Exercise description :: Lines with the word "body" are the ones wanted. Copy each of them from the entries below.

* * * * *

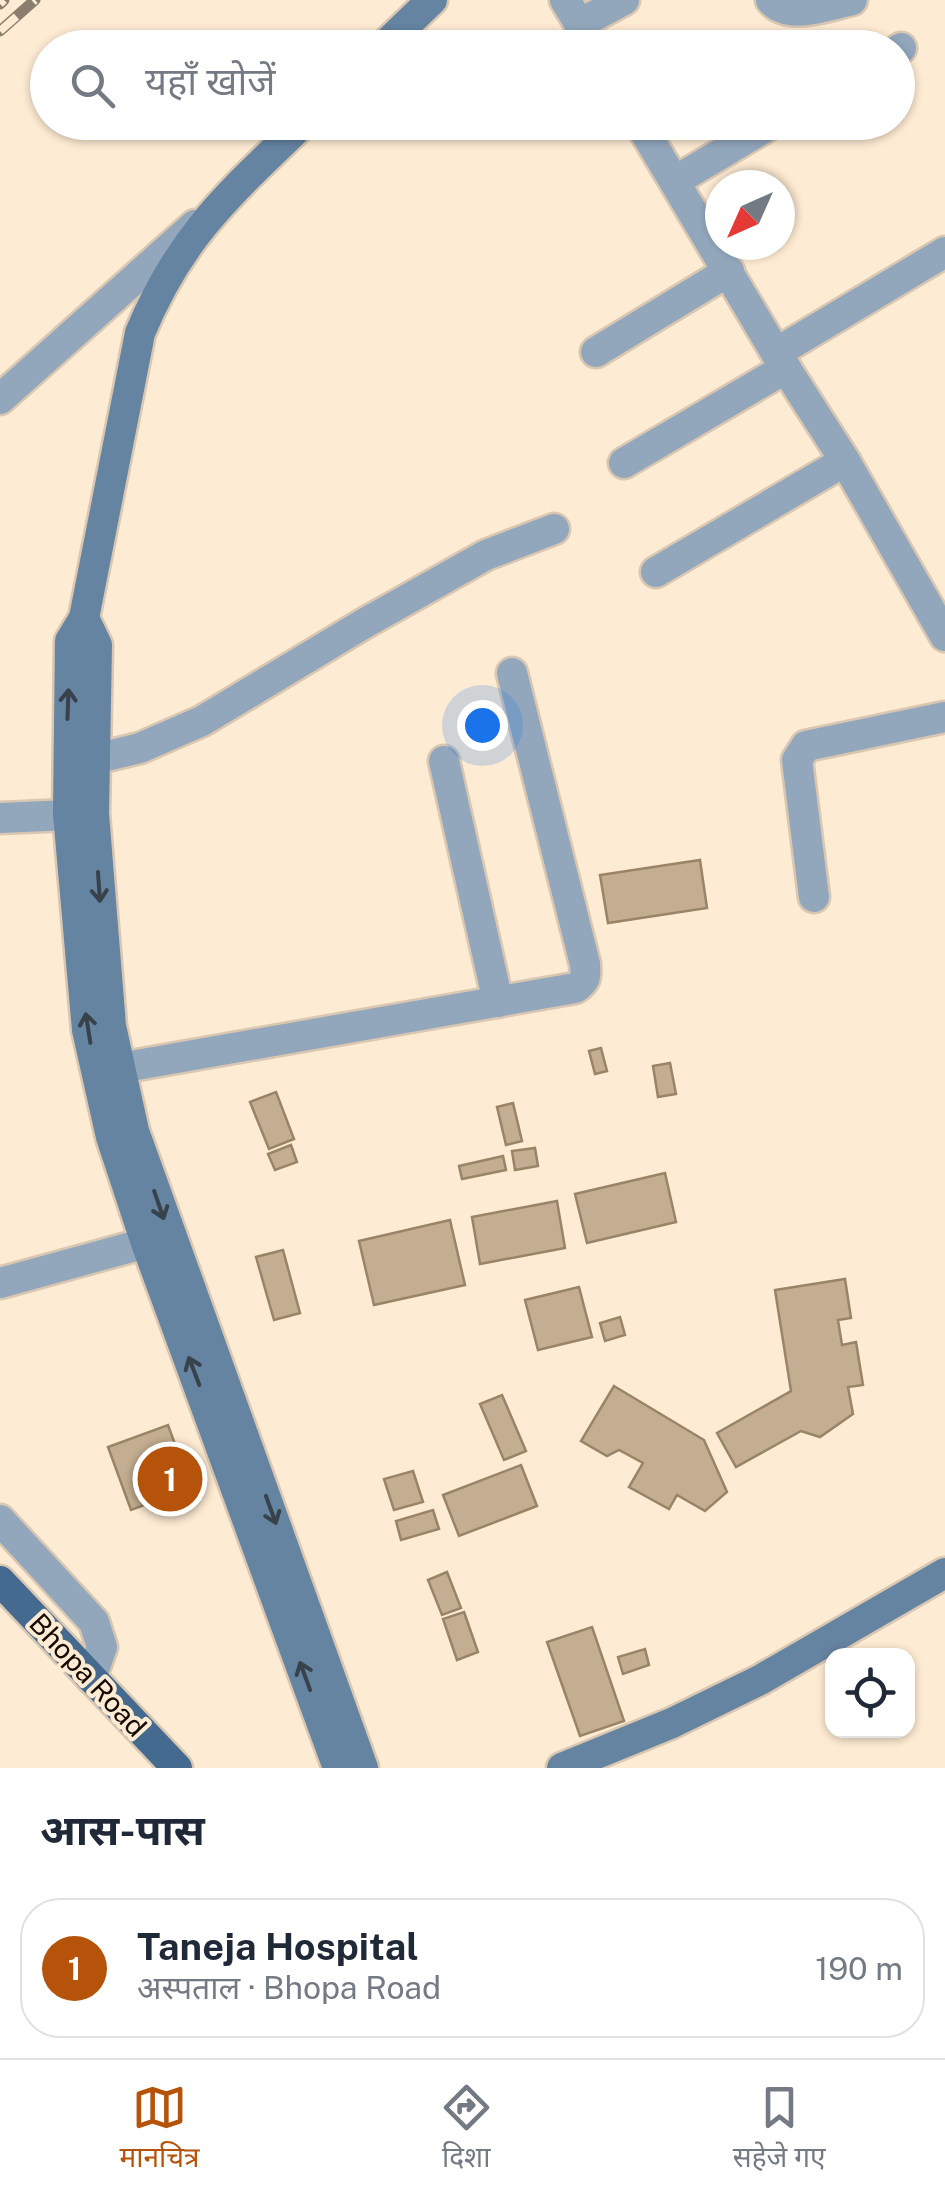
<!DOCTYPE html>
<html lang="hi">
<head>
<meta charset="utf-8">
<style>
	:root { --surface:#fff; --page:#f6f6f7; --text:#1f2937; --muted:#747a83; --line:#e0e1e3; --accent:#b45309 }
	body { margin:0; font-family:"Public Sans","Noto Sans Devanagari",sans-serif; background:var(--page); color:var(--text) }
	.controls { position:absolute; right:30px; bottom:30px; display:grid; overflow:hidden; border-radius:20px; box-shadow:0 2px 8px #0004 }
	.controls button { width:90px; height:90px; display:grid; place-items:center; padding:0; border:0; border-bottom:2px solid var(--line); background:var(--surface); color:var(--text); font:50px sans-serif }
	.compass { position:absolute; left:705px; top:170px; width:90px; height:90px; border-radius:50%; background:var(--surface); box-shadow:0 2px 8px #0004; rotate:225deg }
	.you { position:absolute; left:482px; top:725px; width:35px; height:35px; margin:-25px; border:8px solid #fff; border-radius:50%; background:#1a73e8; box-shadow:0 0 0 15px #1a73e833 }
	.badge { display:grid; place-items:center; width:65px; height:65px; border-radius:50%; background:var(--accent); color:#fff; font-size:32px; font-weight:700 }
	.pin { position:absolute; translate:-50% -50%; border:5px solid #fff; box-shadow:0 2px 10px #0006 }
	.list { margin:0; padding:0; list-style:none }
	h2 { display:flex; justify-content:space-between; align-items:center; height:130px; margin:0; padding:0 40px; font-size:42px }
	h2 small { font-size:32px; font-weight:400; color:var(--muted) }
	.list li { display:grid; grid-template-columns:65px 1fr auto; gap:30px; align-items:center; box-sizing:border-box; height:140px; margin:0 20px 20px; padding:0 20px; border:2px solid var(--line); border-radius:40px }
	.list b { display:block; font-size:38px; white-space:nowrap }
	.list p { margin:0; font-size:32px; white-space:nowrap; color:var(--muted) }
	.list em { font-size:32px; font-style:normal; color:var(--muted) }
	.icon { flex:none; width:55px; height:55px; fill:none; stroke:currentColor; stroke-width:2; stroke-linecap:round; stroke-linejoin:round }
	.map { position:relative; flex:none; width:945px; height:1768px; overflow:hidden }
	.search { position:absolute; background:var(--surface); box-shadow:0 2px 8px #0004; left:30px; right:30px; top:30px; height:110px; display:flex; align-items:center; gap:25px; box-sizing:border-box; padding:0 35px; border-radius:55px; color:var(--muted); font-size:38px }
	.sheet { height:290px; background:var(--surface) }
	nav { display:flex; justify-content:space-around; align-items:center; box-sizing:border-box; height:140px; border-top:2px solid var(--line); background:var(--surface); font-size:28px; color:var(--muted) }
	nav a { display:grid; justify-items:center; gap:5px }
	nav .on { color:var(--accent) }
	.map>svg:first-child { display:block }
	.building { fill:#c4ae91; stroke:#998468; stroke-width:2.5 }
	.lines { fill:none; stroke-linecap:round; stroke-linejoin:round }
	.street-casing { stroke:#d9c7b2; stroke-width:35 }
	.secondary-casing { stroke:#d9c7b2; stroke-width:35 }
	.primary-casing { stroke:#d9c7b2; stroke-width:35 }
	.street { stroke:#92a7bc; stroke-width:30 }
	.secondary { stroke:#6584a2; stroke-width:30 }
	.primary { stroke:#446a8f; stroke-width:30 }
	.rail-casing { stroke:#8c7e6e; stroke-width:11 }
	.rail { stroke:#feebd3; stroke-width:8; stroke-dasharray:22; stroke-linecap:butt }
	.oneway { stroke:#38424b }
	.labels { text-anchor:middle; stroke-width:8; stroke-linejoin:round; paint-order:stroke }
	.street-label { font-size:28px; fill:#140c04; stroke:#feebd3 }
</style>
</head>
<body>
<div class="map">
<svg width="945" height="1768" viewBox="0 0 945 1768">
	<rect width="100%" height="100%" fill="#feebd3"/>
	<g class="building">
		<polygon points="700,860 707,908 608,923 600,875"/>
		<polygon points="601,1048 607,1071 595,1074 589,1051"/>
		<polygon points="670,1063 676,1094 658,1097 653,1066"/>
		<polygon points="276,1092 294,1139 269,1149 250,1102"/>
		<polygon points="513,1103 522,1141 506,1145 497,1107"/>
		<polygon points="291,1145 297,1162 275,1170 268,1154"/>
		<polygon points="535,1148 538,1166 515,1170 512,1151"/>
		<polygon points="503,1156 506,1170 462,1179 459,1166"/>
		<polygon points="665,1173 676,1222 587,1243 575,1194"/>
		<polygon points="557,1201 565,1248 480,1264 472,1217"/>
		<polygon points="450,1220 465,1285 374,1305 359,1241"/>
		<polygon points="283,1250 300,1313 274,1320 256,1257"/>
		<polygon points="845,1279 851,1318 838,1320 842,1345 856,1342 863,1385 848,1387 853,1414 820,1437 801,1431 736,1467 717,1433 791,1391 775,1290"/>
		<polygon points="579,1287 592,1337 538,1350 525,1300"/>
		<polygon points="620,1317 625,1335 605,1341 600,1323"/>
		<polygon points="614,1386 704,1440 727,1492 705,1511 677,1495 669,1509 629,1487 643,1463 619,1450 607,1456 581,1441"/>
		<polygon points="502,1395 526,1451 504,1460 480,1404"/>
		<polygon points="168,1425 191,1488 131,1510 108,1447"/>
		<polygon points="521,1465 537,1506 459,1536 443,1495"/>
		<polygon points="413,1471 423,1502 394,1510 384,1479"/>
		<polygon points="433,1510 439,1529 401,1540 396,1521"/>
		<polygon points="447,1572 461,1608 442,1615 428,1580"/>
		<polygon points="464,1612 478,1652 457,1660 443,1619"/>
		<polygon points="592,1627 624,1721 580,1736 547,1642"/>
		<polygon points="645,1649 649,1665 623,1674 618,1657"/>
	</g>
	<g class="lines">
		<defs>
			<g id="street">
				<polyline points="565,0 594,48"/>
				<path d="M771,0c17,21 58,5 81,0"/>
				<polyline points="579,24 624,0"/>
				<polyline points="898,50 901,48"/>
				<polyline points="639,122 776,353 845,461 945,636"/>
				<polyline points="675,181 774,122"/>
				<polyline points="596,352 729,271"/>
				<polyline points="776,353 945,252"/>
				<polyline points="0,399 195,225"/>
				<polyline points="624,463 786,368"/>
				<polyline points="656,572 845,461"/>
				<polyline points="444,761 498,1002"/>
				<polyline points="74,764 140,748 202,721 365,623 486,555 554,529"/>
				<polyline points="0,818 92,814"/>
				<polyline points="814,897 797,760 806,746 945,717"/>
				<path d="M97,1072l478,-84c11,-7 11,-11 10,-24l-73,-291"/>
				<polyline points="0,1283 146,1243"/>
				<polyline points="0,1520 94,1622 102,1647 91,1678"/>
			</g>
			<g id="secondary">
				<polyline points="382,48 432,0"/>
				<path d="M304,122c-74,71 -124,114 -164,211l-56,285 -14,23 -2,173 19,216 24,107 35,106 192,525"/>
				<polyline points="84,618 97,645 94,814 111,1026 134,1131 363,1768"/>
				<polyline points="562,1768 672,1723 760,1680 945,1573"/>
			</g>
			<polyline id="primary" points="0,1581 177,1768"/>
		</defs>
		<use href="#street" class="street-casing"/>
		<use href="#secondary" class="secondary-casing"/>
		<use href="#primary" class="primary-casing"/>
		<use href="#street" class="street"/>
		<use href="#secondary" class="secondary"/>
		<use href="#primary" class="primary"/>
		<defs>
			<g id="rail">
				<polyline points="0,4 4,0"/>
				<polyline points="0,31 35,0"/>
			</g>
		</defs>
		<use href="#rail" class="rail-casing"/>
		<use href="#rail" class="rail"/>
	</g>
	<defs><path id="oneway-shaft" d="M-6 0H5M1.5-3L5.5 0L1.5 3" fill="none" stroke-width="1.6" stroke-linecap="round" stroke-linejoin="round" transform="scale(2.5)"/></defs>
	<g class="oneway">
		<use href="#oneway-shaft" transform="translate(68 704) rotate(-88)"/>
		<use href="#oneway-shaft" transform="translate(99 887) rotate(86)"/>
		<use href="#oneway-shaft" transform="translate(88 1028) rotate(-99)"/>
		<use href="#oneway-shaft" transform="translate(159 1205) rotate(71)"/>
		<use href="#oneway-shaft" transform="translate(194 1371) rotate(-111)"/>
		<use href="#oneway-shaft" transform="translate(271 1510) rotate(70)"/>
		<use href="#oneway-shaft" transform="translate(305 1676) rotate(-110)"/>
	</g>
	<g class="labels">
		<g class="street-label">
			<text transform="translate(88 1675) rotate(47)" y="10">Bhopa Road</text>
		</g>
	</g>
</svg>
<div class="controls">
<button><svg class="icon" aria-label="locate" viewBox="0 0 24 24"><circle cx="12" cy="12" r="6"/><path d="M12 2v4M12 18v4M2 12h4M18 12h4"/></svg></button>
</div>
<svg class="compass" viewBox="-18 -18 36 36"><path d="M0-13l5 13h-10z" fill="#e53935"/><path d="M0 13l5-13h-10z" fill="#747a83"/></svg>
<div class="you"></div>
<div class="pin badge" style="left:170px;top:1479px">1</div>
<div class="search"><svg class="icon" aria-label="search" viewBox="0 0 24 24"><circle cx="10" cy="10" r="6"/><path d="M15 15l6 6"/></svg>यहाँ खोजें</div>
</div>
<section class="sheet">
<h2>आस-पास<small></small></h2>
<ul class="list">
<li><span class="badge">1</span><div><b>Taneja Hospital</b><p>अस्पताल · Bhopa Road</p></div><em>190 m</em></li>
</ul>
</section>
<nav>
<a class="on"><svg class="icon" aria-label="map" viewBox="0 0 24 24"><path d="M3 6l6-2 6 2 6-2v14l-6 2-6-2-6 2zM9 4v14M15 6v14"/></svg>मानचित्र</a>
<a><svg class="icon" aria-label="directions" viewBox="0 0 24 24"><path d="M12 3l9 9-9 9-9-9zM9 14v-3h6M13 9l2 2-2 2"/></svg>दिशा</a>
<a><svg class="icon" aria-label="saved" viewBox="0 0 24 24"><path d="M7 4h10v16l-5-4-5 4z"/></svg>सहेजे गए</a>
</nav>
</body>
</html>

* * * * *

Answer section ::
	body { margin:0; font-family:"Public Sans","Noto Sans Devanagari",sans-serif; background:var(--page); color:var(--text) }
<body>
</body>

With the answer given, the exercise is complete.